Dataset entries
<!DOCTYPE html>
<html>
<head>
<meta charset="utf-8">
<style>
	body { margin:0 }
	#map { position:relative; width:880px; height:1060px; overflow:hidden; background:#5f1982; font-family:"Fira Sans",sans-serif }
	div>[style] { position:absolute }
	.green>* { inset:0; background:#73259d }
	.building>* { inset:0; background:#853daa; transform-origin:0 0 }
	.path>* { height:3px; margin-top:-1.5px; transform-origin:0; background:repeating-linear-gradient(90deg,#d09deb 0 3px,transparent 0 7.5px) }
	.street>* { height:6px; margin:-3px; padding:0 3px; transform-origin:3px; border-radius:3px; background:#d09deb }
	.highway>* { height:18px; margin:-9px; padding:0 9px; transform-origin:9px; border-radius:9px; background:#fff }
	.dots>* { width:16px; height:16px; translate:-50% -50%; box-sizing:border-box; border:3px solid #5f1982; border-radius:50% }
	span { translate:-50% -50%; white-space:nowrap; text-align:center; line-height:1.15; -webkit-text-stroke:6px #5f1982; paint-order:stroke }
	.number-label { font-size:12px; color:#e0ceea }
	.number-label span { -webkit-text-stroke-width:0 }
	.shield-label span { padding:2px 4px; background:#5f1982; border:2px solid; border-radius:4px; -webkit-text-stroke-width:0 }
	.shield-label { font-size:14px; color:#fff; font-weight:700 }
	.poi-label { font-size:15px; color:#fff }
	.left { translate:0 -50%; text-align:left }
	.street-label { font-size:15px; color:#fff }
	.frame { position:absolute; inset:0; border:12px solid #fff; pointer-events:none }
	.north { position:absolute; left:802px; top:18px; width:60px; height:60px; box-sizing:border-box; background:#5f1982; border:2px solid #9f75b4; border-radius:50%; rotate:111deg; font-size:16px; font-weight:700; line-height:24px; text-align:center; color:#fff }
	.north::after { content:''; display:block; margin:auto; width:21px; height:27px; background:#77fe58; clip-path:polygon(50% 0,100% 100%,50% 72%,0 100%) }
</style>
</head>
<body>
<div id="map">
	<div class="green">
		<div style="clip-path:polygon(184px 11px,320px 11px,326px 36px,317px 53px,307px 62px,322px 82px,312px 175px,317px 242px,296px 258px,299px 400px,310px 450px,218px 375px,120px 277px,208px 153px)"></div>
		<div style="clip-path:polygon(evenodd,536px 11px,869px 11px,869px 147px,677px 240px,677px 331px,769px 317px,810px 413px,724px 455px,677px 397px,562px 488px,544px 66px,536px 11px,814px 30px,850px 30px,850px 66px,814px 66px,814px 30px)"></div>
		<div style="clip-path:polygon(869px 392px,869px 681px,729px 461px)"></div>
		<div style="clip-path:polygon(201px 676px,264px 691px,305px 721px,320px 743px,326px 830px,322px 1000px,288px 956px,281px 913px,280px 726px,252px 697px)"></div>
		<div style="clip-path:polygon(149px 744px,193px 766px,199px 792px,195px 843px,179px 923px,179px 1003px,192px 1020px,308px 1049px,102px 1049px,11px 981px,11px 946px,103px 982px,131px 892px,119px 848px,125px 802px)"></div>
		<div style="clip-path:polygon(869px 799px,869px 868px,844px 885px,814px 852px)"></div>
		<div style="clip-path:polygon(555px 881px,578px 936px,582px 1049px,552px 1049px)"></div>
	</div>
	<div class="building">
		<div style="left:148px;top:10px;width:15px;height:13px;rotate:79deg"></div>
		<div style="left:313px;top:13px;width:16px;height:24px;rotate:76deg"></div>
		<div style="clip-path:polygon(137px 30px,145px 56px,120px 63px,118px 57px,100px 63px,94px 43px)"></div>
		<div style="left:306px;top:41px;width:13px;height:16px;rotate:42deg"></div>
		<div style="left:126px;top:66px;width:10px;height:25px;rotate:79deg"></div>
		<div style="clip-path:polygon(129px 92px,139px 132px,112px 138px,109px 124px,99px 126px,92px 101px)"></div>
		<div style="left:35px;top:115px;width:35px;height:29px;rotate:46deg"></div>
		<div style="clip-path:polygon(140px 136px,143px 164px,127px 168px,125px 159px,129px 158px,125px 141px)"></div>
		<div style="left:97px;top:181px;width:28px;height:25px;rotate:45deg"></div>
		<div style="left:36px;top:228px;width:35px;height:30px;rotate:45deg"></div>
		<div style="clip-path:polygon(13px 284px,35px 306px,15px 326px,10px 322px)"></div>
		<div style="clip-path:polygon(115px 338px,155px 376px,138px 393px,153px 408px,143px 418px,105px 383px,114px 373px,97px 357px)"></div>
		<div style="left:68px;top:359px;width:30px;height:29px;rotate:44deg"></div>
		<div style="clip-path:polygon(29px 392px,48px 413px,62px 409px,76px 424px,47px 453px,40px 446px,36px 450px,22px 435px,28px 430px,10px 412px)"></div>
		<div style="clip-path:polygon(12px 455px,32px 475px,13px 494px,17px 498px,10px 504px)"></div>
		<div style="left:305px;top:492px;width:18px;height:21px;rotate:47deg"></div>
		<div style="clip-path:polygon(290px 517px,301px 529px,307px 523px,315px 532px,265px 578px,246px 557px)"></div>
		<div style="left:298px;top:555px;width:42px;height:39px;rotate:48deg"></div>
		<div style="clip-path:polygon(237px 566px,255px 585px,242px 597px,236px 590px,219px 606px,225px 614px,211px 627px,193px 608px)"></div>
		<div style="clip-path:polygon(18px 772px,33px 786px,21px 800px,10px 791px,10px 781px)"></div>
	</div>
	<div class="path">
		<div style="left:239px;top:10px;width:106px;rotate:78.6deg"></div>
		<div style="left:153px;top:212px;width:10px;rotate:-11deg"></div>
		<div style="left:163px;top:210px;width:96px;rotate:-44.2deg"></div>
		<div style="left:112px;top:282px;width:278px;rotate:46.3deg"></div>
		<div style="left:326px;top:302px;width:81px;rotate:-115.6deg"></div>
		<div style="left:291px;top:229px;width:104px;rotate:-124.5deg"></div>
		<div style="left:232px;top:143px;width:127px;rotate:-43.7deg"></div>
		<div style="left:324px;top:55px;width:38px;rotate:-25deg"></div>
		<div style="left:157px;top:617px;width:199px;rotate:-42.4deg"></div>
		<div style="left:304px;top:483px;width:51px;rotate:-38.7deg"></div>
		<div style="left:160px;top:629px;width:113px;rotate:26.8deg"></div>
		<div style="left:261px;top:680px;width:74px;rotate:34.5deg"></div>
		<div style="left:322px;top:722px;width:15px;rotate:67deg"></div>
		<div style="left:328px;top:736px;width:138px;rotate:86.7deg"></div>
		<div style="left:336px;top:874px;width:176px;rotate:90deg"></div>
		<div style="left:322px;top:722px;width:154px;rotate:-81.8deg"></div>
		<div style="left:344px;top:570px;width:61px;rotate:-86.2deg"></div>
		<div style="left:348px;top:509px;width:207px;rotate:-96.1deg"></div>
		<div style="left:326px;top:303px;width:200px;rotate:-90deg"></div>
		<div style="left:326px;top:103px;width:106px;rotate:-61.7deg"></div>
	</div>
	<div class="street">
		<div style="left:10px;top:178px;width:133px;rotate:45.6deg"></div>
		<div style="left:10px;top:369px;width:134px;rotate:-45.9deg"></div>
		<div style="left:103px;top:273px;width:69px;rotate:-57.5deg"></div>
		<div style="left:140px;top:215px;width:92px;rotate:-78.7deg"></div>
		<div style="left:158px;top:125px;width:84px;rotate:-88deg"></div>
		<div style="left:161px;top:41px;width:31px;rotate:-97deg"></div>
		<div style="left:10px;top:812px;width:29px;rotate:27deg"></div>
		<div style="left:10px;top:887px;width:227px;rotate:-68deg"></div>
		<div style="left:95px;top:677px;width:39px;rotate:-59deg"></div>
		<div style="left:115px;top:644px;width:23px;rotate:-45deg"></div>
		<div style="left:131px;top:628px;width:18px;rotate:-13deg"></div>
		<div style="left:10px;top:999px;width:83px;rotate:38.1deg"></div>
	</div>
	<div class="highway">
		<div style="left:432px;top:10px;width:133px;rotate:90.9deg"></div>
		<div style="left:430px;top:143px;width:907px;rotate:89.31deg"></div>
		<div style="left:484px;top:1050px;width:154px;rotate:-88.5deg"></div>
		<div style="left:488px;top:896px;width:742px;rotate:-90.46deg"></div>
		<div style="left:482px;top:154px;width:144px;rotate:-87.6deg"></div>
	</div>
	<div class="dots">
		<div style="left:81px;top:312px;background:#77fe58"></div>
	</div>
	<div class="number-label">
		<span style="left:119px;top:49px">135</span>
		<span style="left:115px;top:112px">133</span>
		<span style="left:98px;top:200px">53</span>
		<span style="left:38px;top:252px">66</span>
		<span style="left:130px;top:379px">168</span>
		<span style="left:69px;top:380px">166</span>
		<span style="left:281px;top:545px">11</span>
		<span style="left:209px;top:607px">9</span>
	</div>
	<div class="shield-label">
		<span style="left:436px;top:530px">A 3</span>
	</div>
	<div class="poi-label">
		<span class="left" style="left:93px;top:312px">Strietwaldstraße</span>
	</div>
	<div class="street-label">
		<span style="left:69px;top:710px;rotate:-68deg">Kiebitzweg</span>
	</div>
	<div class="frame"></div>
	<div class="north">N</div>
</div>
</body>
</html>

Task goal
Your answer must be every line from the entries that contains the string "stroke", copied as it stands.

Answer to the exercise
	span { translate:-50% -50%; white-space:nowrap; text-align:center; line-height:1.15; -webkit-text-stroke:6px #5f1982; paint-order:stroke }
	.number-label span { -webkit-text-stroke-width:0 }
	.shield-label span { padding:2px 4px; background:#5f1982; border:2px solid; border-radius:4px; -webkit-text-stroke-width:0 }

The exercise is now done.